## Requirement
Please write out the line containing "6 2 6-2v14l-6" and each line after it through the end of the data, exactly, and nothing else.
━━━━━━━━━━━━━━━━━━━━
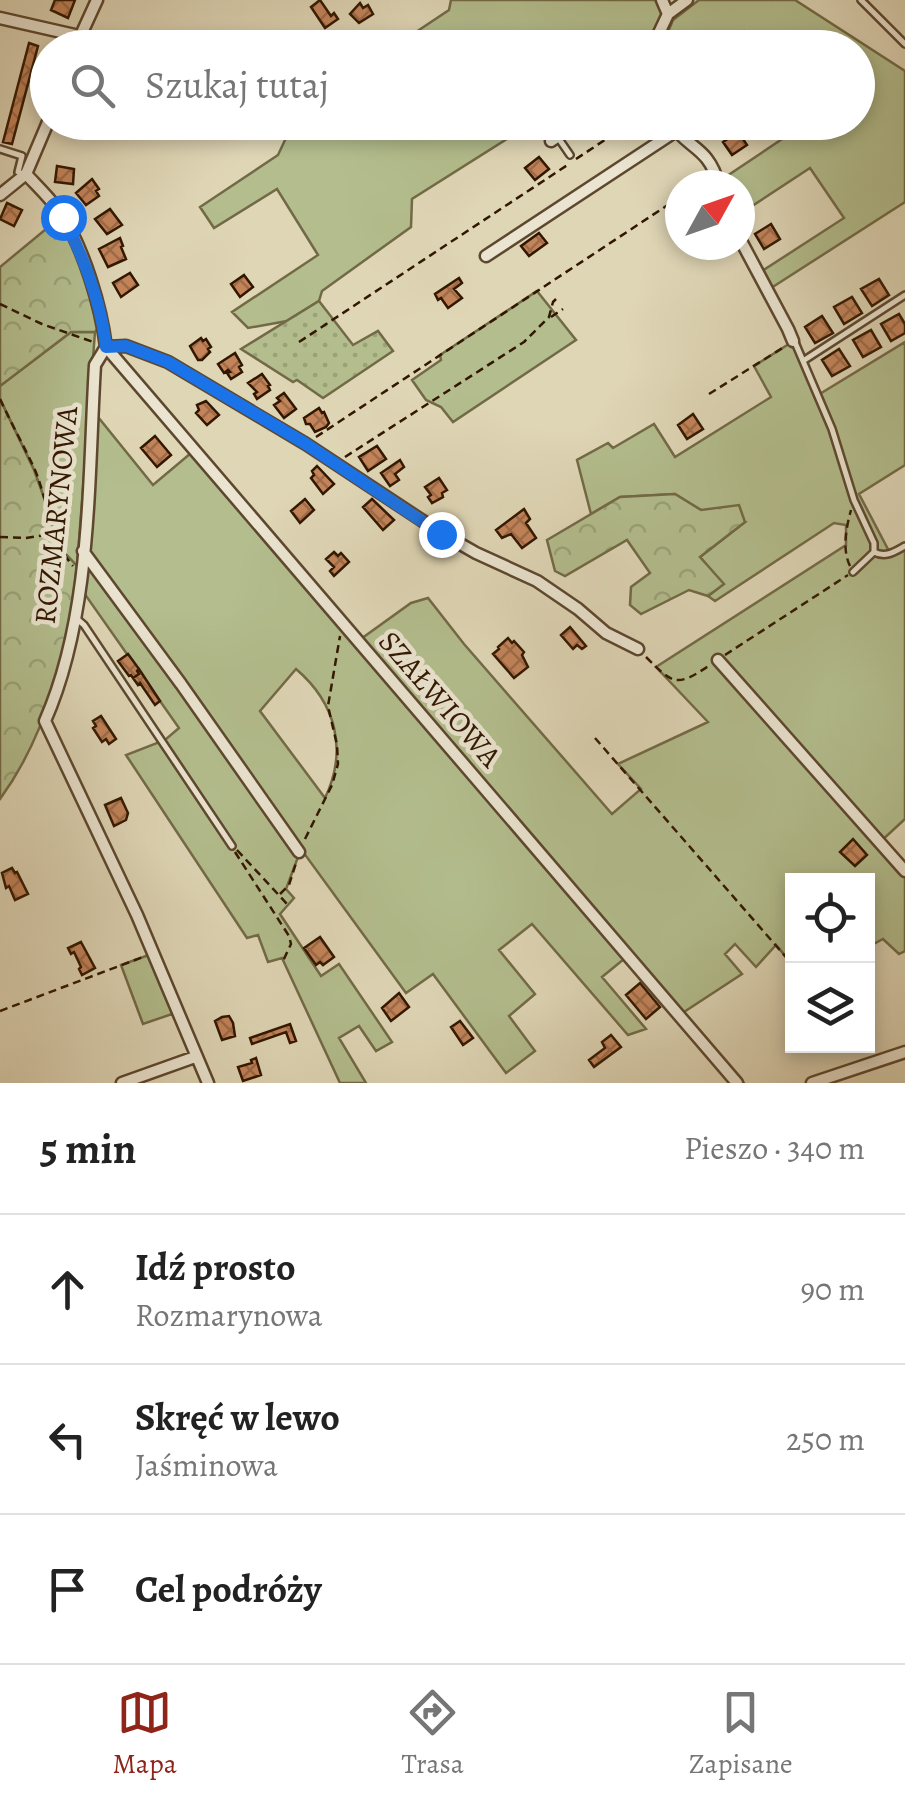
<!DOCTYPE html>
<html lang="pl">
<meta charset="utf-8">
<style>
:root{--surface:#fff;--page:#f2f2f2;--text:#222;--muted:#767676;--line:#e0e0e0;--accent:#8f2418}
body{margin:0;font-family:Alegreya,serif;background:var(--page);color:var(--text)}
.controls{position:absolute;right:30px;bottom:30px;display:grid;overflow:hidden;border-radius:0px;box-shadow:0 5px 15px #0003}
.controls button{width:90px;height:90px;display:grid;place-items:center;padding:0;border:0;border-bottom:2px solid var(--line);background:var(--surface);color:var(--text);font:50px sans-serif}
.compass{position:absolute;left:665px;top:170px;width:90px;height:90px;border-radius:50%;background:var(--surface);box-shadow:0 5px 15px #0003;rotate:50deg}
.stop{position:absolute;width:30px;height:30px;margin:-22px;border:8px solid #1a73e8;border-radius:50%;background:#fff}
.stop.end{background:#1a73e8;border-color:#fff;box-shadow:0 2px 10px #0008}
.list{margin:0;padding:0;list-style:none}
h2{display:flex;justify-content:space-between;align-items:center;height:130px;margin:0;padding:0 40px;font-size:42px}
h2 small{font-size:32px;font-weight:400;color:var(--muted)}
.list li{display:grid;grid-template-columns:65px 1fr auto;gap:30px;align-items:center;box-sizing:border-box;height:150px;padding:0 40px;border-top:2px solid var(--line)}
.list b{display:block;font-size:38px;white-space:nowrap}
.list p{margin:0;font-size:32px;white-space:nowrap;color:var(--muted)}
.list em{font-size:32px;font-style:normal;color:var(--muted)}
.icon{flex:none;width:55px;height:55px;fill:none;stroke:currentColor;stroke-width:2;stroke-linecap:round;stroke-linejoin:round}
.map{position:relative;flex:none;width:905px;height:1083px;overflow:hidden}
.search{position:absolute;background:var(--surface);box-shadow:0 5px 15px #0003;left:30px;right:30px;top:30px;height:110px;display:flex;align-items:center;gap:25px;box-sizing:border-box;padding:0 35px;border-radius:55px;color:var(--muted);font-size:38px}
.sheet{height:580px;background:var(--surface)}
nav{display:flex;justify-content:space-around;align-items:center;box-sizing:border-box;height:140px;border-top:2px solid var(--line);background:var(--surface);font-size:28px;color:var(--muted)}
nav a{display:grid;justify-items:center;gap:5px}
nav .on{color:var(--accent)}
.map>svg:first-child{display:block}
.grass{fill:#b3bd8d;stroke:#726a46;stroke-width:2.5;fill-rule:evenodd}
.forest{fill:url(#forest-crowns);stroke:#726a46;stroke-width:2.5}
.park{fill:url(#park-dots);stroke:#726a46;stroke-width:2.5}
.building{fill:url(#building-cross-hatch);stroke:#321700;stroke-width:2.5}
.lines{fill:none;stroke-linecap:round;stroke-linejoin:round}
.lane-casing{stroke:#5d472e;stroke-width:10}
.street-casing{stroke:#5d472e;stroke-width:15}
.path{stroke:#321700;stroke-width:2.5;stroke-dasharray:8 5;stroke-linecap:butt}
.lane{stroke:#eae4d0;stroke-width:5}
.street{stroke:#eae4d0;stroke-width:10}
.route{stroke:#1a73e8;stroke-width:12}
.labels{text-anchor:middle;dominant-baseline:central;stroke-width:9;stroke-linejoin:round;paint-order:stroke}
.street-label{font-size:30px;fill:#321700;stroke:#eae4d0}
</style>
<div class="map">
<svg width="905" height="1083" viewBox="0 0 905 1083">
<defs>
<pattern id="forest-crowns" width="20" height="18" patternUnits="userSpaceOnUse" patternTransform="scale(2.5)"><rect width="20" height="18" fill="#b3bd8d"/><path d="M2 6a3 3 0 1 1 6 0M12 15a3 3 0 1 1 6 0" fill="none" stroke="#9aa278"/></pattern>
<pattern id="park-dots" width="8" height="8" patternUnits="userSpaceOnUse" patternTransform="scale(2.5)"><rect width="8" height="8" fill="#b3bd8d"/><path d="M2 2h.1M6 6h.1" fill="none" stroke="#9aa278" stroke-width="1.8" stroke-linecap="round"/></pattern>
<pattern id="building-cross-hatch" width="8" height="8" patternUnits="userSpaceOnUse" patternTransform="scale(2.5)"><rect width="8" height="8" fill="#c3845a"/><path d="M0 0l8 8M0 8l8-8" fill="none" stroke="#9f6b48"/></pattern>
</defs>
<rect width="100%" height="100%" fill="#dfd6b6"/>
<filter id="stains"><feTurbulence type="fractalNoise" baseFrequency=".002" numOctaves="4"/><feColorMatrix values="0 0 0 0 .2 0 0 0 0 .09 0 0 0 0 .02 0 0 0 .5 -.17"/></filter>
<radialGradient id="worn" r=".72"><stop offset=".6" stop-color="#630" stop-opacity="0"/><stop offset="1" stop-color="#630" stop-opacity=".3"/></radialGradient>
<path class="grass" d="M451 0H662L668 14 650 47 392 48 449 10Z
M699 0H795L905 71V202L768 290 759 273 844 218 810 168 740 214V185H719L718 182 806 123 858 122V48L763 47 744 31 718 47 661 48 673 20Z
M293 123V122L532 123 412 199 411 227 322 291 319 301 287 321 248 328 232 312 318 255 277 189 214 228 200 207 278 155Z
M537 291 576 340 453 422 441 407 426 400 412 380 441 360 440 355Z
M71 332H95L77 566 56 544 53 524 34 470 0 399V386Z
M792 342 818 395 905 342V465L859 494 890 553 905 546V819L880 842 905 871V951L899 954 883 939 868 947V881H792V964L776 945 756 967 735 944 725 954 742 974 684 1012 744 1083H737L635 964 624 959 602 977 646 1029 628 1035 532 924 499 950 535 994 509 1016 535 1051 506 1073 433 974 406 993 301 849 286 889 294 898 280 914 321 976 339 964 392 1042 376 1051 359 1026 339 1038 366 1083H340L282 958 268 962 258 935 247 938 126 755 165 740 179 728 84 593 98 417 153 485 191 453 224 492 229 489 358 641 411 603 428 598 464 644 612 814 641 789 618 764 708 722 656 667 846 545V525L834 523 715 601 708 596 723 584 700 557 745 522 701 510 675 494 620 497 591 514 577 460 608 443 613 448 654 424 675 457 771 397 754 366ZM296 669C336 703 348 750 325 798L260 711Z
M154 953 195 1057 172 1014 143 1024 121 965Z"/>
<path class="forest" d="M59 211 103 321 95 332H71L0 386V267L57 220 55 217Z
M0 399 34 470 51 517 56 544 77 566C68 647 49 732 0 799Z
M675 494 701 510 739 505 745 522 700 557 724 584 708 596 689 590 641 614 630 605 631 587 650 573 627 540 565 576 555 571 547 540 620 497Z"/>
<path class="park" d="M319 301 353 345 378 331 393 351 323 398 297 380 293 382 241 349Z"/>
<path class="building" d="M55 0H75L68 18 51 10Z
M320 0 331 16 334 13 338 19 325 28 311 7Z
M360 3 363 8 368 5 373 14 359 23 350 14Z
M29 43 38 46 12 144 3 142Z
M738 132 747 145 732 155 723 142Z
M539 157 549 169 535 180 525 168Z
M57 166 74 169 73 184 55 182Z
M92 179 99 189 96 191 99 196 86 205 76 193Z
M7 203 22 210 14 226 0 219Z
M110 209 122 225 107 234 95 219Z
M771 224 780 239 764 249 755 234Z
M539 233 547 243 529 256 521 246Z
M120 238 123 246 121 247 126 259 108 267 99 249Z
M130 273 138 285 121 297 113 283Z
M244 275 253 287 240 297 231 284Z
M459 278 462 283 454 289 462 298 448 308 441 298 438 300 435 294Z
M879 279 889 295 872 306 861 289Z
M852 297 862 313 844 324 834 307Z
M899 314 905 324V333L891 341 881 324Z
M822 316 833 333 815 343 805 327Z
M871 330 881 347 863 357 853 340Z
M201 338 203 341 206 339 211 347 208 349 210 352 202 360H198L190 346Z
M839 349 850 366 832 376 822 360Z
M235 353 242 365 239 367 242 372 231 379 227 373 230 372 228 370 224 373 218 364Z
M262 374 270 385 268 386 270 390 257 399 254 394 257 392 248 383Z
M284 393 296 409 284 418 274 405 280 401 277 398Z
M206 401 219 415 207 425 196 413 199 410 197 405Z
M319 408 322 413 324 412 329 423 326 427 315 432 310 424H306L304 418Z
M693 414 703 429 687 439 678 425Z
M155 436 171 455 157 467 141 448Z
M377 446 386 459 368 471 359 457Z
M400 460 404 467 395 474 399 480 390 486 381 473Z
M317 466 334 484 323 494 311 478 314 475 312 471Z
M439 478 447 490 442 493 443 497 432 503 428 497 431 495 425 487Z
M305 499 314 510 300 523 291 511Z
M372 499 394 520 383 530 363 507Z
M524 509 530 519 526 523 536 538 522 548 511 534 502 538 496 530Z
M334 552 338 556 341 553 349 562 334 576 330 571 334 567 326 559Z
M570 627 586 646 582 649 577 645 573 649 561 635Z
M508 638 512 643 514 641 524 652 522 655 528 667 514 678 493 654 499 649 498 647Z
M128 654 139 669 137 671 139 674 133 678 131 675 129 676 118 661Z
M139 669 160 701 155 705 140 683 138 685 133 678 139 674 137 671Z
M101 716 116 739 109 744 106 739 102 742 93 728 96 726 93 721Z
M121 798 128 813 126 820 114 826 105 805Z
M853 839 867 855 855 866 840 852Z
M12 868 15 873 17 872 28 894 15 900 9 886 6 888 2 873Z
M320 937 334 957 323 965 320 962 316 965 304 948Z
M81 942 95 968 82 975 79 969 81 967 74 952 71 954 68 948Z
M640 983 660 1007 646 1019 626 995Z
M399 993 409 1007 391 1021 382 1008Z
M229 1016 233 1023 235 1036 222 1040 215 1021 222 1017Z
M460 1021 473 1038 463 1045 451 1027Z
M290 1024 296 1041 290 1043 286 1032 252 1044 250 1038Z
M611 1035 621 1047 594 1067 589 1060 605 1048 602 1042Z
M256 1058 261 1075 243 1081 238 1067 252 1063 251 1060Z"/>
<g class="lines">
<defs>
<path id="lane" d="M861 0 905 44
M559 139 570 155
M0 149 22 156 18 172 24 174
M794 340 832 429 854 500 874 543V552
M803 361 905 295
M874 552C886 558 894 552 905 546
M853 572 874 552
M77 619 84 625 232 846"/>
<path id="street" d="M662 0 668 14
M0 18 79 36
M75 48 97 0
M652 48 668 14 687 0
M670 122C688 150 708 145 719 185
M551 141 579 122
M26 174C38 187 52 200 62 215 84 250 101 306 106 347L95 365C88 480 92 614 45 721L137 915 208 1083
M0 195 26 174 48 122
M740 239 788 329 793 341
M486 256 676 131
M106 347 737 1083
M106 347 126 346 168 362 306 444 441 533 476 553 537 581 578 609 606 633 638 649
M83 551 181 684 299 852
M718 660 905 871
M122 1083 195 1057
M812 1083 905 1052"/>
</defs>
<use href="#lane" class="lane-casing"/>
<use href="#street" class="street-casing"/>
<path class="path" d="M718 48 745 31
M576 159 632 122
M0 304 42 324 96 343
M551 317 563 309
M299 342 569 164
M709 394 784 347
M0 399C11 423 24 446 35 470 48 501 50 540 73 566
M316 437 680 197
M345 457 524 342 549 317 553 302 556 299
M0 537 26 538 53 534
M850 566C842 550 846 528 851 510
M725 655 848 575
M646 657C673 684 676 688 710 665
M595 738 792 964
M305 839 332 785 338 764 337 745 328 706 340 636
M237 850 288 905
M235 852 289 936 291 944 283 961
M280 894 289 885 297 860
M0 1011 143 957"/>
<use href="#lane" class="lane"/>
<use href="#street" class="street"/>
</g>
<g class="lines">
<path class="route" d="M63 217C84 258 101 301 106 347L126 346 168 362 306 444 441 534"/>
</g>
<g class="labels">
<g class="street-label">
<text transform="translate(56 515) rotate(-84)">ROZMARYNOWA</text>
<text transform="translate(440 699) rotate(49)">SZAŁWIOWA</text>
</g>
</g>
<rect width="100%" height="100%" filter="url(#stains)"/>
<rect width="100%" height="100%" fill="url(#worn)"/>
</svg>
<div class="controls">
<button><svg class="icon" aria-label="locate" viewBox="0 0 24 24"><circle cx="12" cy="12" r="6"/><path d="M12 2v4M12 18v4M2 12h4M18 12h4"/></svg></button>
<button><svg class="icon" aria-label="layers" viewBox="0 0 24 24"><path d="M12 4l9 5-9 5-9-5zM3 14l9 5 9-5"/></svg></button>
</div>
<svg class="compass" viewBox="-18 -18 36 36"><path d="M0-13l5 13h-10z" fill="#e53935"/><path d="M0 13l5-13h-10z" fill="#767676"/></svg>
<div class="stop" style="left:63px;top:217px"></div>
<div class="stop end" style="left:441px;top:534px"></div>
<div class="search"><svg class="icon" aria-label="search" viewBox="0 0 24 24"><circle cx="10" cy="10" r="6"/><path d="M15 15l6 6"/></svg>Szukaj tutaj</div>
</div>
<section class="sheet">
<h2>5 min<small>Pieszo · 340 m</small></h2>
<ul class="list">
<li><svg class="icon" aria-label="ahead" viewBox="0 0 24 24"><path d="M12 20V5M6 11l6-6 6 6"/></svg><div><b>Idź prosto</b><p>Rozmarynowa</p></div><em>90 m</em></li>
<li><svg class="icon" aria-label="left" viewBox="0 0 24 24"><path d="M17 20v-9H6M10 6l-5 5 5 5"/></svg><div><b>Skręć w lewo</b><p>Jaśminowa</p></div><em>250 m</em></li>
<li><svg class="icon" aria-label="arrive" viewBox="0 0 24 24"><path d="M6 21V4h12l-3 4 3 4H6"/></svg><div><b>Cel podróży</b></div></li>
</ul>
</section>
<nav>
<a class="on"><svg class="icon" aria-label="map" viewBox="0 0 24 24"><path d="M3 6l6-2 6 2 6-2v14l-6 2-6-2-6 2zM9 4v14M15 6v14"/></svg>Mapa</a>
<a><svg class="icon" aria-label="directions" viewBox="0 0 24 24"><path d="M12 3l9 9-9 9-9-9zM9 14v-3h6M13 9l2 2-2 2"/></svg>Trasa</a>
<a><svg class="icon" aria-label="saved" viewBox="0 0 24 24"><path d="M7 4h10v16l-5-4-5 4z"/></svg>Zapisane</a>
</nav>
━━━━━━━━━━━━━━━━━━━━
## Solution
<a class="on"><svg class="icon" aria-label="map" viewBox="0 0 24 24"><path d="M3 6l6-2 6 2 6-2v14l-6 2-6-2-6 2zM9 4v14M15 6v14"/></svg>Mapa</a>
<a><svg class="icon" aria-label="directions" viewBox="0 0 24 24"><path d="M12 3l9 9-9 9-9-9zM9 14v-3h6M13 9l2 2-2 2"/></svg>Trasa</a>
<a><svg class="icon" aria-label="saved" viewBox="0 0 24 24"><path d="M7 4h10v16l-5-4-5 4z"/></svg>Zapisane</a>
</nav>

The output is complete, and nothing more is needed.